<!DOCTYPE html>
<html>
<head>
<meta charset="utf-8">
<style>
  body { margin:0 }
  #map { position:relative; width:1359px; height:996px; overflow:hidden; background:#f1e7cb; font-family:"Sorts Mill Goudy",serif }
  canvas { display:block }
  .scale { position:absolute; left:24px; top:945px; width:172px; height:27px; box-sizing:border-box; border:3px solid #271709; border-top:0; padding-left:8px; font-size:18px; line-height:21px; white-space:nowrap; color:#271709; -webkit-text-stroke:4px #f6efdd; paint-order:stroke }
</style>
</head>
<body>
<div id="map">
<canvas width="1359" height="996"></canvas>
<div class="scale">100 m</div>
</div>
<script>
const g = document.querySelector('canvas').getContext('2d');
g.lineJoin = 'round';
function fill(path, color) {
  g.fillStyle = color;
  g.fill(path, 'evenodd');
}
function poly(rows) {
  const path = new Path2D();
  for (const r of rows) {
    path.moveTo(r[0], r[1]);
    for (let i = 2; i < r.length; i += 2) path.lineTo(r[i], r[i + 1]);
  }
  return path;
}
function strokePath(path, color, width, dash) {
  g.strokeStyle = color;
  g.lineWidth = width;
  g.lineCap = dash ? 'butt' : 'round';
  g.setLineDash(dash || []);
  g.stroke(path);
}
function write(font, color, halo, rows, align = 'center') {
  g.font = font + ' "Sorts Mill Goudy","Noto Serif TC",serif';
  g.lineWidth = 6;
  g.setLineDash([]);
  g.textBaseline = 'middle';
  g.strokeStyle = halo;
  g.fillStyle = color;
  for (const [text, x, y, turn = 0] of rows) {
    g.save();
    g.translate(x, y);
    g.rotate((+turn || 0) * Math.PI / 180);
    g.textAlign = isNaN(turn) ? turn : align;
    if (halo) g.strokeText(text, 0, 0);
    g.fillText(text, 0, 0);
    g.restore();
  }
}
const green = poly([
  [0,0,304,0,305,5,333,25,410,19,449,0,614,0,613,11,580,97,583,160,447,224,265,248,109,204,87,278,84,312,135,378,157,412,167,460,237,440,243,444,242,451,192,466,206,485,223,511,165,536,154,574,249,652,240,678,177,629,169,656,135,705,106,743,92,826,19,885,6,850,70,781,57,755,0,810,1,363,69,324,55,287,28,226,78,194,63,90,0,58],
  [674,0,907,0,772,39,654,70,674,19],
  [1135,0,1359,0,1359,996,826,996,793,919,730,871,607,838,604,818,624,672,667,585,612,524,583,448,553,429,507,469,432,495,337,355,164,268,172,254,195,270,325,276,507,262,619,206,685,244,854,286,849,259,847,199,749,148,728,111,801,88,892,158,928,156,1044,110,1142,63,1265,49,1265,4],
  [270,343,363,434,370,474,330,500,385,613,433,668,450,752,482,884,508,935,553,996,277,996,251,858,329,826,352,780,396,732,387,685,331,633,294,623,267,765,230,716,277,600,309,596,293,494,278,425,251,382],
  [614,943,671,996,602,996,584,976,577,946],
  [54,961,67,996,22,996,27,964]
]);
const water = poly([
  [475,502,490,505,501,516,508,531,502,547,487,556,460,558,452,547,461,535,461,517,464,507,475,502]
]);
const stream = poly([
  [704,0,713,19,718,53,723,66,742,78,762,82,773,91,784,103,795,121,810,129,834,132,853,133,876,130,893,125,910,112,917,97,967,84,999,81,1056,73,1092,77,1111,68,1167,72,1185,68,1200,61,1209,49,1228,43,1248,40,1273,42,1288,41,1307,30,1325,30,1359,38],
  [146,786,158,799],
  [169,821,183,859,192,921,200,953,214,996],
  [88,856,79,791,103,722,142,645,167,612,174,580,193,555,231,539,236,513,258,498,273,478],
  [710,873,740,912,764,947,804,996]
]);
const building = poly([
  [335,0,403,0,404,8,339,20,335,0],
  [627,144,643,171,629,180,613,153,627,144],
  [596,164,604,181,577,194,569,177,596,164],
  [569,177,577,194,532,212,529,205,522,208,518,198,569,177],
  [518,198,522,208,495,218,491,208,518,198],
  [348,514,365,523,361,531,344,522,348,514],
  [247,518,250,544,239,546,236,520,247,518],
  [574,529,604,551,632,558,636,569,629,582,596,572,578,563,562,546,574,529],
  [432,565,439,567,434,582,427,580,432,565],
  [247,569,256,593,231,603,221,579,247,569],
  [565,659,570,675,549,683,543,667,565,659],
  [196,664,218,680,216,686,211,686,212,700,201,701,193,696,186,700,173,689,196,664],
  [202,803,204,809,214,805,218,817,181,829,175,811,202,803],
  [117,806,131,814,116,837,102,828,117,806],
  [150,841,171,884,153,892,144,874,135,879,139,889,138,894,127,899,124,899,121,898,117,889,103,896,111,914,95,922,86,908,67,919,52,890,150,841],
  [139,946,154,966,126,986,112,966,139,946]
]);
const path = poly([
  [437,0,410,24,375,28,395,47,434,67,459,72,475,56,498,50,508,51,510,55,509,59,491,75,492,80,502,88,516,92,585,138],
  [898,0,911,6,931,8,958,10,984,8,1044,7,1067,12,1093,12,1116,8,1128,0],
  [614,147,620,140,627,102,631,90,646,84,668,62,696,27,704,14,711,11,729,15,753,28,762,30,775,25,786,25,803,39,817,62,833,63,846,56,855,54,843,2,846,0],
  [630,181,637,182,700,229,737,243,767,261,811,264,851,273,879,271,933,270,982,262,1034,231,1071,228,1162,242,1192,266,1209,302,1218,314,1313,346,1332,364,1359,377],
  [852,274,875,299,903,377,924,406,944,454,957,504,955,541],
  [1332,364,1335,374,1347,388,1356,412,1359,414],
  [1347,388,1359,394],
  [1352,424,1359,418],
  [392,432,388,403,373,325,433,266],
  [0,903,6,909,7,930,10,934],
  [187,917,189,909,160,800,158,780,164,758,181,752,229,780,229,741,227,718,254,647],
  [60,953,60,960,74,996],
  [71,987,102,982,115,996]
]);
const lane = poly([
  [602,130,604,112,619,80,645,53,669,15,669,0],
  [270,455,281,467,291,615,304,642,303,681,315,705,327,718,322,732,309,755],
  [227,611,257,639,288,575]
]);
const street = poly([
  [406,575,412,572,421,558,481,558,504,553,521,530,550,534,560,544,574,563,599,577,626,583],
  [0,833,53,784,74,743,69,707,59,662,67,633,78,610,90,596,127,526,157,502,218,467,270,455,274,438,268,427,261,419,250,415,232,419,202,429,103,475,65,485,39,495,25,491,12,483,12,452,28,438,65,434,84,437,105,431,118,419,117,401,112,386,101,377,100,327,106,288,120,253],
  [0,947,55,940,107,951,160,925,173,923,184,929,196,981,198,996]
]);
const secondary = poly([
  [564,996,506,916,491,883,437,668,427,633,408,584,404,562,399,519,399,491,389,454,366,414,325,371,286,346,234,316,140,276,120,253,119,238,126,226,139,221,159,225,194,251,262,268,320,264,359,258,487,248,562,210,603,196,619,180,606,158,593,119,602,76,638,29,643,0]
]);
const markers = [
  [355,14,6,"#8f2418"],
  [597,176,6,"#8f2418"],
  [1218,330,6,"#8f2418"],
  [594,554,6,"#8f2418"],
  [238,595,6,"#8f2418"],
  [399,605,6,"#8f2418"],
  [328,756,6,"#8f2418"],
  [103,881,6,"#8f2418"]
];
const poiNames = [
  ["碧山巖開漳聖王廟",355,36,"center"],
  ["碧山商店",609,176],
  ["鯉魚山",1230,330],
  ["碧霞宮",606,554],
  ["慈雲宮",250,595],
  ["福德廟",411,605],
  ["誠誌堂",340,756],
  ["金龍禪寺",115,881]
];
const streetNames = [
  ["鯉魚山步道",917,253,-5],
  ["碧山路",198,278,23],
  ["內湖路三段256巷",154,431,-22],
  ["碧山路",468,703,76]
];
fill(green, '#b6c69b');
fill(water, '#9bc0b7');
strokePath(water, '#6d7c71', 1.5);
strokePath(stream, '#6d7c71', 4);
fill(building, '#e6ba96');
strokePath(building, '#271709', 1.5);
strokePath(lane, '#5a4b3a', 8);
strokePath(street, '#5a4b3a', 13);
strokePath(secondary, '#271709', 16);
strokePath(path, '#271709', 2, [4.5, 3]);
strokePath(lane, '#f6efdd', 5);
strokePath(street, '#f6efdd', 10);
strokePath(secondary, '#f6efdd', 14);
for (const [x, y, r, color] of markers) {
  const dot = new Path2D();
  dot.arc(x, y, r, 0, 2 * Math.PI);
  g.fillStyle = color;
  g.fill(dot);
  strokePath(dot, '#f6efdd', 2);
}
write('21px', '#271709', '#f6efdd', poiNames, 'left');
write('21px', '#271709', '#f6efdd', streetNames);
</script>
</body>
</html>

☆ ☆ ☆

» Action item
Copy each line of the listing that includes "halo".

» Result of the task
function write(font, color, halo, rows, align = 'center') {
  g.strokeStyle = halo;
    if (halo) g.strokeText(text, 0, 0);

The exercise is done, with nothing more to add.